For the second book, Once More Unto The Breach, I worked on the internal layout but not the cover. My role was easier this time as the template had already been made. I was advised to put heavy black borders around the individual story title pages, so readers flicking through the paperback would see where stories started and ended. I went further and used all-black pages with a faded repeat of the cover image.
This brings us up to the book you’ve just read. I was responsible for the cover and internal graphics. The first two books had been laid out in Microsoft Word with all its limitations, but now with proper desktop publishing software I was able to create full-bleed designs reaching to the page edges.
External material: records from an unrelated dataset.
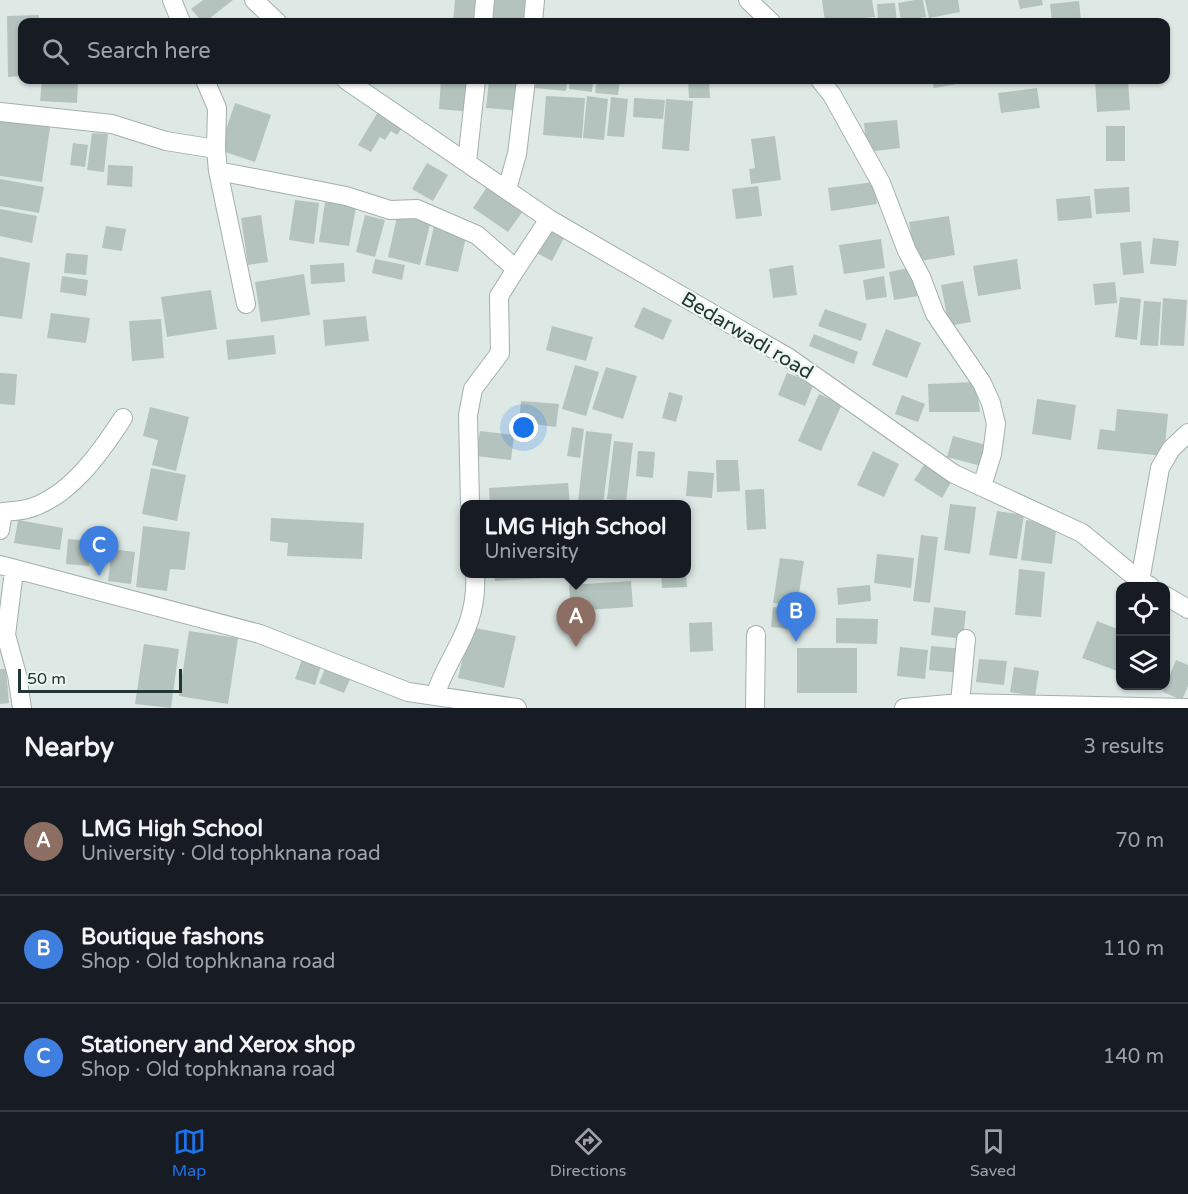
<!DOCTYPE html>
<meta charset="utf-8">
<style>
body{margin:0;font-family:"Varela Round",sans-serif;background:#242831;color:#f1f3f6}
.controls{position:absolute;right:18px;bottom:18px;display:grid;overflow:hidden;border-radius:12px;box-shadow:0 2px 4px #0004}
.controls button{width:54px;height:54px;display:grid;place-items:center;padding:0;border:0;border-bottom:2px solid #363941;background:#171b24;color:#f1f3f6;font:30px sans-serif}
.scale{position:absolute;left:18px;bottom:15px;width:164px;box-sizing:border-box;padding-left:6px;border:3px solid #213733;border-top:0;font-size:16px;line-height:21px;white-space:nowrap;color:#213733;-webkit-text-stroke:4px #eef6f2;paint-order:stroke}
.you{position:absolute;left:524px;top:428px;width:21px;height:21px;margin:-15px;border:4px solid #fff;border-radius:50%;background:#1a73e8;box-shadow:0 0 0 9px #1a73e833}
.badge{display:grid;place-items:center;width:39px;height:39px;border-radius:50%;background:#1a73e8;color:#fff;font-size:20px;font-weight:700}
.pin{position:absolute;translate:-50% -50px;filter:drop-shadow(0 2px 3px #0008)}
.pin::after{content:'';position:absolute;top:32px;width:21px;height:18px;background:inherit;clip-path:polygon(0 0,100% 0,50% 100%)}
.popup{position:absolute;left:460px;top:500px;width:231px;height:78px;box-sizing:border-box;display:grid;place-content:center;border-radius:12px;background:#171b24;filter:drop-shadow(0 2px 4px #0005);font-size:20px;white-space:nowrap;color:#9ea1a6}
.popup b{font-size:22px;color:#f1f3f6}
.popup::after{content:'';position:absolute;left:50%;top:100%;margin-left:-12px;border:12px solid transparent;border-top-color:#171b24}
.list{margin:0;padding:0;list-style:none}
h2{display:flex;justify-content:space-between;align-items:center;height:78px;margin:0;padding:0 24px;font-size:26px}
h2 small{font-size:20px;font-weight:400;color:#9ea1a6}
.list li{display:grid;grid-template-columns:39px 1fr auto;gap:18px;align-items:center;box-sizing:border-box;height:108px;padding:0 24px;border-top:2px solid #363941}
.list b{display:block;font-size:22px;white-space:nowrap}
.list p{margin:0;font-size:20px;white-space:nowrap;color:#9ea1a6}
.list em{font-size:20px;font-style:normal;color:#9ea1a6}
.icon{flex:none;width:33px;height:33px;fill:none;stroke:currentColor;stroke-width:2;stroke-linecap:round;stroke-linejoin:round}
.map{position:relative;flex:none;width:1188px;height:708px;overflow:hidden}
.search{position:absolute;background:#171b24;box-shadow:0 2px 4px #0004;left:18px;right:18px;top:18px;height:66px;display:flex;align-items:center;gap:15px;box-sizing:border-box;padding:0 21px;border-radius:12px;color:#9ea1a6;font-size:22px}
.sheet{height:402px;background:#171b24}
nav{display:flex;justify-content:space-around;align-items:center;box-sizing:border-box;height:84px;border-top:2px solid #363941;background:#171b24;font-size:16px;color:#9ea1a6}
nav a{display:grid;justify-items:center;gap:3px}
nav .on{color:#1a73e8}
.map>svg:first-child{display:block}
</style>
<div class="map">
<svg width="1188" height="708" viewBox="0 0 1188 708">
<rect width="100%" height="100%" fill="#dee9e5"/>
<path fill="#b4c3be" d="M203,0H233L205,22H202L191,9Z
M455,0H483L480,22H453Z
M494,0H531L530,22H493Z
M822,0H872L875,17L825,22Z
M915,0H923L926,17L901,21L898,3Z
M925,0H958L960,12L929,18Z
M1018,0H1042L1043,5L1020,9Z
M1079,1L1081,20L1075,22H1052L1050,4Z
M895,3L897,22H878L877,4Z
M39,15V22H22V76L8,77L7,16Z
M42,80H78L77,103L40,101Z
M441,80L475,81L472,112L439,109Z
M489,80H524L521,111L486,108Z
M536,80H567L566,91L535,88Z
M570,80H593L592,92L569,89Z
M597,80H620L618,95L595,93Z
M688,80H709L710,98H689Z
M932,80H973V81L934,88Z
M1095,80H1128L1130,110L1097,112Z
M1037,88L1040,108L1001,113L998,93Z
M546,96L585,98L582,138L543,135Z
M587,96L608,99L604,140L583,138Z
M611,97L628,99L624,137L607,136Z
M634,98L665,100L663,119L633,117Z
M666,99L693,101L689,151L662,149Z
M235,103L271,115L255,162L219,150Z
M381,107L406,122L397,135L391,131L385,140L380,137L371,152L358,145Z
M0,114L51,121L42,182L0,176Z
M897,120L900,148L867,152L864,123Z
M1106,126H1125V161H1106Z
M92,133L108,134L104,172L87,170Z
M775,136L781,180L751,184L749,169L755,168L751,139Z
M73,143L88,145L85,167L70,165Z
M427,163L448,175L433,201L412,189Z
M108,165L133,166L132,187L107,185Z
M0,179L44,187L39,213L0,206Z
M874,182L877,204L831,211L828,188Z
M489,184L525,208L508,232L473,208Z
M758,186L762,216L736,219L732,189Z
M1129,187L1130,212L1096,214L1094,189Z
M1090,196L1092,218L1058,221L1056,199Z
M295,200L319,203L314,244L289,240Z
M325,202L356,207L349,246L319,242Z
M0,209L37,216L32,243L0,236Z
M398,213L431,221L420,265L388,257Z
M261,215L268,262L248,265L241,218Z
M365,215L385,220L375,257L356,252Z
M949,216L955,255L915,262L909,222Z
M550,223L567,232L552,261L535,252Z
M106,226L126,229L122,251L102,248Z
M434,226L467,233L458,272L425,265Z
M1153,238L1179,241L1176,266L1150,264Z
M881,239L885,268L844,274L839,245Z
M1141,241L1144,273L1123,275L1120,243Z
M66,253L88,255L86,275L64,273Z
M0,257L30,263L22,319L0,316Z
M375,259L405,265L402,280L372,273Z
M1017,259L1021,289L978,296L973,266Z
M344,263L345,282L311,284L310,265Z
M793,265L797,295L773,298L769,269Z
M914,267L918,296L894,300L889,272Z
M304,274L310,315L261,322L255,282Z
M62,276L88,280L86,296L60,292Z
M884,276L887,297L866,300L863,280Z
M963,281L971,322L949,326L941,285Z
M1115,282L1117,303L1095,305L1093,284Z
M211,290L217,329L167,337L161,297Z
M1120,297L1141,299L1137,340L1115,337Z
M1163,298L1187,300L1184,346L1160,345Z
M1144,301L1161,302L1158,346L1140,345Z
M643,307L672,320L663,340L634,327Z
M825,309L867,324L861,341L818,326Z
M51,313L90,318L86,343L47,338Z
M366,316L369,341L325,346L323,320Z
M161,319L164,358L132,361L129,321Z
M552,326L593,337L586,361L546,350Z
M886,329L921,343L907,378L872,365Z
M814,334L858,352L854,364L809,346Z
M274,335L276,354L228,360L226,340Z
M575,365L599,372L586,416L562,409Z
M606,367L637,376L623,419L592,409Z
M0,373L17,374L15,405L0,404Z
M787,373L814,383L805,406L778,395Z
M976,382L980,412H929L928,384Z
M669,392L683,396L676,422L662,418Z
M819,394L842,404L821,451L798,441Z
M902,395L925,404L918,422L895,414Z
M1037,399L1076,405L1071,440L1032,434Z
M521,401L559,404L556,427L519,422Z
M150,407L189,417L176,471L152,465L158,440L143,436Z
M1117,409L1168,414L1164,456L1097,449L1100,429L1115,431Z
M572,427L584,429L580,458L567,456Z
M480,431L514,435L511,460L476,456Z
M586,431L612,434L603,504L578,502Z
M953,436L990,446L985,467L947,457Z
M614,441L633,443L626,502L607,499Z
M638,451L655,452L653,478L636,476Z
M873,451L899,464L884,497L857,485Z
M716,460H738L740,491L717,492Z
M926,462L953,479L942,498L914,480Z
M151,468L186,475L177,521L142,514Z
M688,471L714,473L712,498L686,496Z
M568,483L570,504H490L489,488Z
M764,489L766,529L747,530L745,490Z
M950,504L976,507L970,554L944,550Z
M997,511L1024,515L1017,559L989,555Z
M271,518L364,523L362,559L287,556L288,543L270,541Z
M18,520L63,528L60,550L14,543Z
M1026,520L1057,523L1052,564L1021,560Z
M143,526L190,532L185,570L170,569L167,591L136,587Z
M921,535L938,537L930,603L913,601Z
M68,539L91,541L89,566L66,564Z
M112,549L135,552L131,584L108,581Z
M877,554L914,558L911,588L874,583Z
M780,558L804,561L797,606L773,603Z
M1019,569L1045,572L1041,617L1015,615Z
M494,574H575V576L495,581Z
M661,574H686L687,587L662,588Z
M631,581L633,607L571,611L569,585Z
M870,585L871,601L838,605L837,588Z
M773,607L795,609L793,629L771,627Z
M934,607L966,611L963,639L931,635Z
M836,618L878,619L877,644L836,643Z
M1097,621L1120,630V672L1082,658Z
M712,622L713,651L690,652L689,623Z
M470,627L516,636L504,688L458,678Z
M189,631L238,638L228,704L179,696Z
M144,644L179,649L171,708L135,704Z
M931,646L963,649L960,673L929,670Z
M900,647L928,650L925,679L897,676Z
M797,648H857V693H797Z
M302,659L321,666L315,685L295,679Z
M979,659L1007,661L1004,685L976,682Z
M1176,660L1188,665V686L1182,700L1163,692Z
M327,664L352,675L344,693L319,683Z
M1014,667L1039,671L1035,696L1010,692Z
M0,669H6L9,703L0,704Z"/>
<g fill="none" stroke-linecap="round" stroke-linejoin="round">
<g stroke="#a2b0ac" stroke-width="20">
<path id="minor" d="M172,0L181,22
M254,0L277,22
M748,0L771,22
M483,22L485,0
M533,22L535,0
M205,80L217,108L216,149
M346,80L549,219L789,358L954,474L1082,533L1140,581L1150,586
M820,80L832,95L881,183L907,251L921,277L935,314L982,383L991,403L996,424L992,454L982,486
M0,112L112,124L166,141L216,149L218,171
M467,162L476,80
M507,189L517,154L526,80
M516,269L549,219
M246,304L218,171L346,196L390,210L417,209L477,235L516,269L499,296L500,353L473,389L468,415L470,504
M0,530L3,512C11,511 19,511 27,509C69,498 101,452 123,418
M0,565L260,634L408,692L517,708
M14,571L6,635L17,675L22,708
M1140,581L1160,468L1171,449L1188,433
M1166,596L1188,609
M435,696C443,669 461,646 469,621C474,606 476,589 475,574
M960,703L966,639
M755,708L756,635
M904,708L960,703L1188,708"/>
</g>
<use href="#minor" stroke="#fff" stroke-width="18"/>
</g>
<g text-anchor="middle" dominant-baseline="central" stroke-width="4.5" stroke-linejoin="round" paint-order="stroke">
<g font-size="20" fill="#213733" stroke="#eef6f2">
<text transform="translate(747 336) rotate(31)">Bedarwadi road</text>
</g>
</g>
</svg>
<div class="controls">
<button><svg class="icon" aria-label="locate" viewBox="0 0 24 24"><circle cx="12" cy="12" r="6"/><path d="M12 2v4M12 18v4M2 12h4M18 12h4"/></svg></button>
<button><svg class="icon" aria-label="layers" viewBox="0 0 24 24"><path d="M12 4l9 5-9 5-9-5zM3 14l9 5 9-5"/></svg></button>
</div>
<div class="scale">50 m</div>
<div class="you"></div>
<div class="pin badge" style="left:576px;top:647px;background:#8d6e63">A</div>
<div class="popup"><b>LMG High School</b>University</div>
<div class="pin badge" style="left:796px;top:642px;background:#3f7fe0">B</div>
<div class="pin badge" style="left:99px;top:576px;background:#3f7fe0">C</div>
<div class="search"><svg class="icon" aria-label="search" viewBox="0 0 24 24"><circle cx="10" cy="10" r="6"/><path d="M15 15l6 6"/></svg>Search here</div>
</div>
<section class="sheet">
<h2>Nearby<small>3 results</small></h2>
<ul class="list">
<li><span class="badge" style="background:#8d6e63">A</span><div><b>LMG High School</b><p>University · Old tophknana road</p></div><em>70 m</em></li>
<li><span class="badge" style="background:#3f7fe0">B</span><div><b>Boutique fashons</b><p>Shop · Old tophknana road</p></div><em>110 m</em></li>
<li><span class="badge" style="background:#3f7fe0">C</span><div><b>Stationery and Xerox shop</b><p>Shop · Old tophknana road</p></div><em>140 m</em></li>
</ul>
</section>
<nav>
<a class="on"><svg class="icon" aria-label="map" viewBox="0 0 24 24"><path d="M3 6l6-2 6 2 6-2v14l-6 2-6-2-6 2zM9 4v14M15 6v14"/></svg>Map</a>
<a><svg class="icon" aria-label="directions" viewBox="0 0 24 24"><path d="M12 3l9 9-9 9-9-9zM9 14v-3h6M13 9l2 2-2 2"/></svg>Directions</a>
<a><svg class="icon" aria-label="saved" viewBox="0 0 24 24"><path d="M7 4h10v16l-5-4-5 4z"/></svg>Saved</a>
</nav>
Black and white was a practical requirement. Printers (in this case CreateSpace) will charge identically for black text and BW art, but add a single colour and the cost screams skyward. Precise shade control is impossible with CreateSpace, so silhouettes and high contrast imagery are the only way to go. Luckily this was ideal for the gothic drama which is Poe’s hallmark. My aesthetic for this book is the strangest it has ever been. The bold, surreal imagery of Neil Gaiman’s Sandman was an early love of mine, and album art from the likes of Lacuna Coil and A Perfect Circle has also been influential. My taste for abandoned places inspired the back cover and internal title spreads in the paperback version. (The title font is Dirty Ego and the cool literary headings are in CALENDAS PLUS.)
As I write this, I am designing a full-colour book to be sold at Shakespeare’s Globe. It’s my first full-colour project, and my biggest yet. Without Shakespeare Goes Punk, I would never have developed the skills, portfolio and network that brought me to this point. It has been an absolute pleasure.